Wednesday, June 22, 2005

Mass Appeal

I was just rereading some comments from last week, and wanted to post this one, from Nan Cohen, above the fold.
Do you know the passage from one of David Hockney's autobiographical volumes of work in which he says that great art, like great religions, must have something for everyone? "Otherwise, it is not a religion, it is a mere cult" is how he puts it. Great art imagines an audience of all humanity even if not every member can perceive it to the depths. (I love Oscar Wilde, but his work's appeal is in part cultish.) The whole passage is long; I have often handed it out to students, especially those who are enthralled with the idea of the poem as puzzle and are in love with obscurity--the more, the better.

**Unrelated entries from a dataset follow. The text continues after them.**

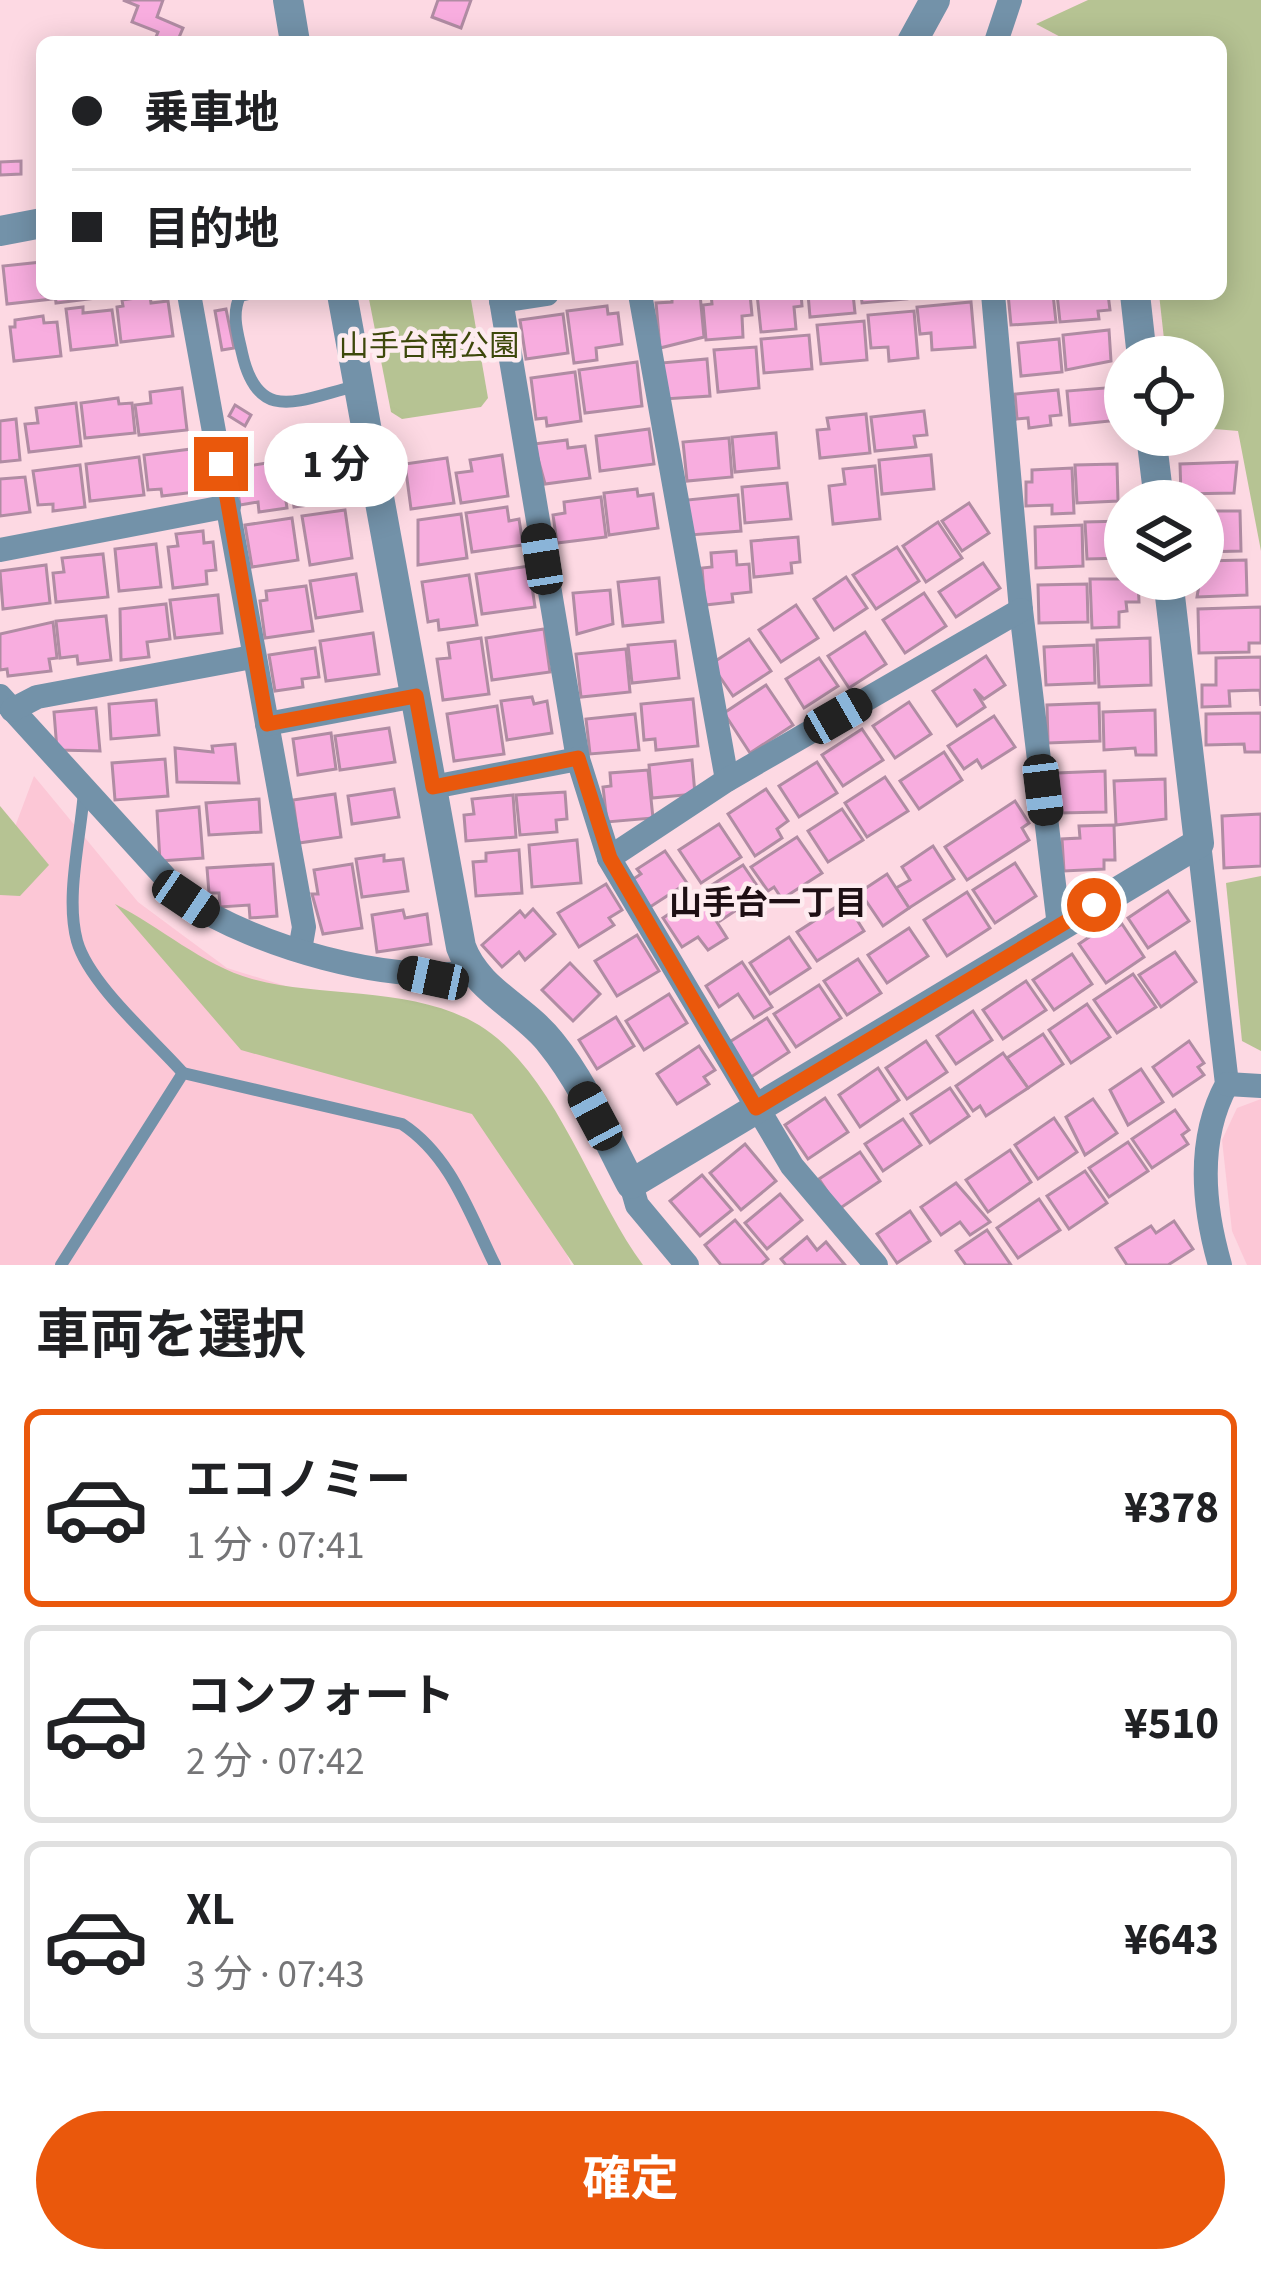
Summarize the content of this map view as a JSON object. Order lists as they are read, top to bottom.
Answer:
{
  "districts": ["山手台一丁目"],
  "parks": ["山手台南公園"],
  "page": {
    "banner": ["乗車地", "目的地"],
    "bubble": "1 分",
    "heading": "車両を選択",
    "list": [
      {
        "name": "エコノミー",
        "note": "1 分 · 07:41",
        "value": "¥378"
      },
      {
        "name": "コンフォート",
        "note": "2 分 · 07:42",
        "value": "¥510"
      },
      {
        "name": "XL",
        "note": "3 分 · 07:43",
        "value": "¥643"
      }
    ],
    "buttons": "確定"
  }
}
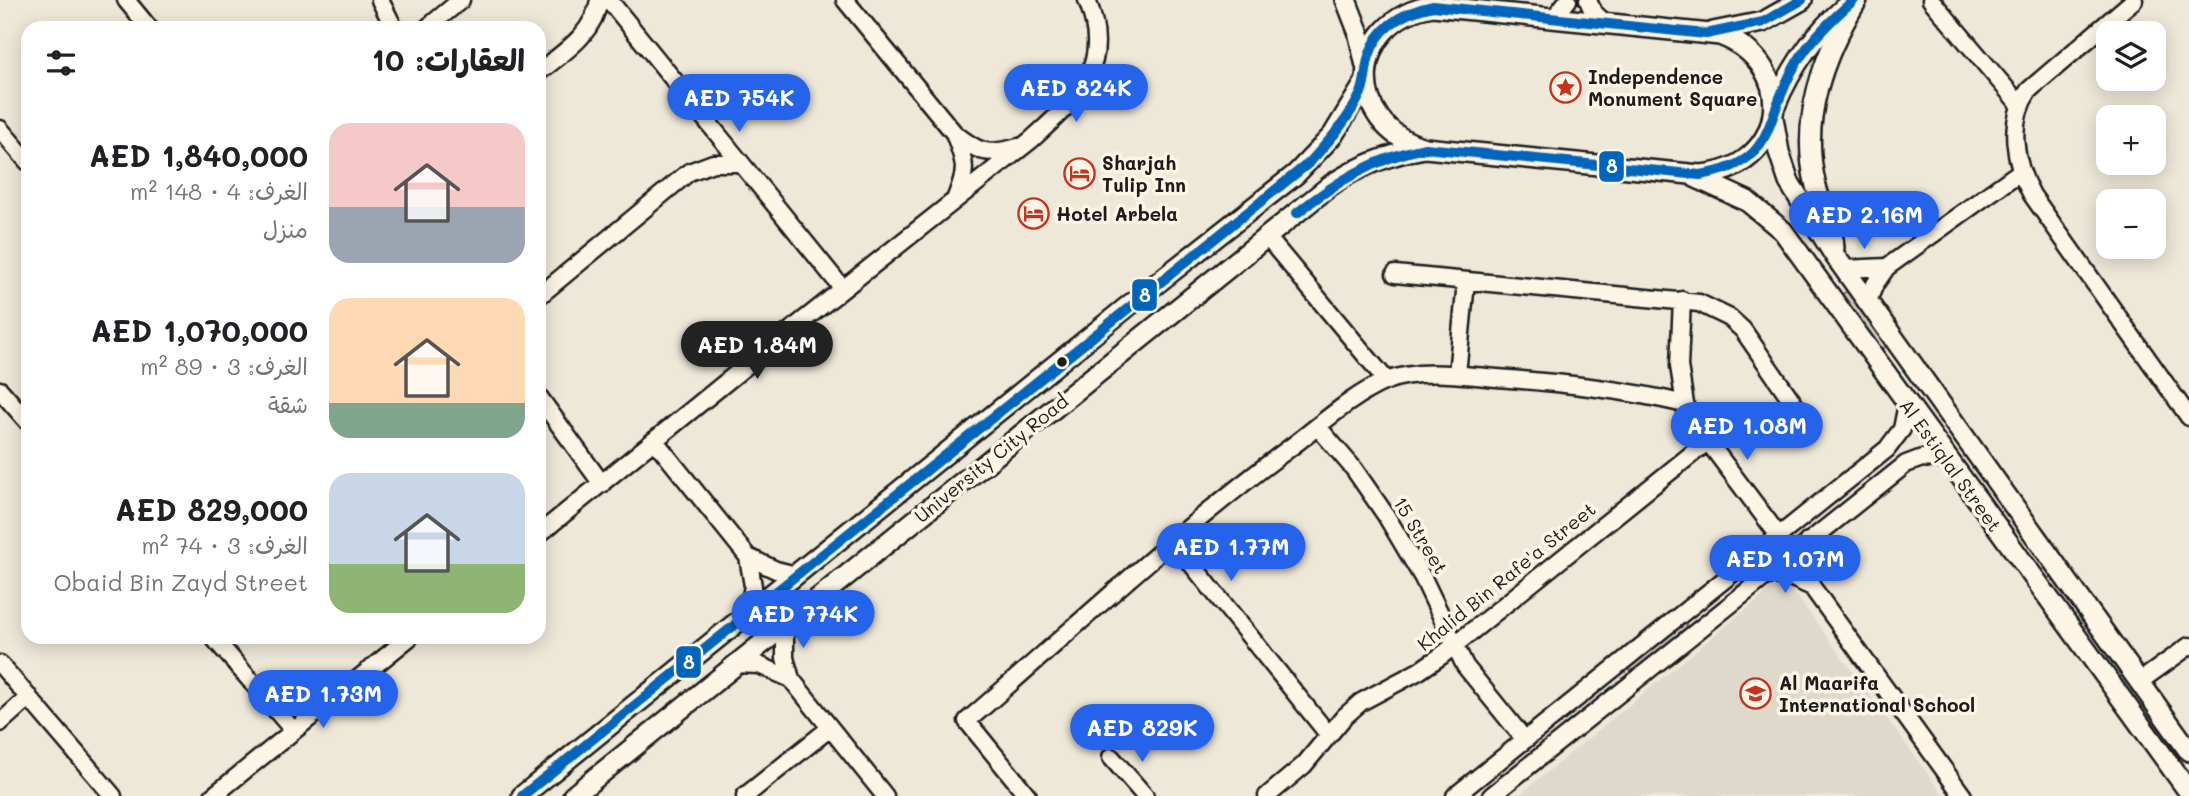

I'm reminded of seeing, a year or two ago in Los Angeles, the Actors' Gang production "The Mysteries," which included four medieval mystery plays as well as three contemporary takes; I was just enthralled by the immediate appeal of the medieval plays in a way I never approached when reading them. I have never felt so much like an illiterate fourteenth-century peasant. At one point I was nearly in tears with pity for Christ. And I'm Jewish.
As I read the various posts about "what comes next"--at Robert's blog, say, where there's a plea for more poetry of the "contingent difficulty" variety--my heart sinks, and Nan's post gives me some idea why. Doesn't anyone writing these blogs (let alone reading them) want, or even imagine wanting, the "next big thing" to be "great art," in Hockney's terms? Expansive, open to the many, not the few, immediately appealing, moving us to tears for those we do not ordinarily care about? Sounds better than a Contingent Difficulty Revival to me!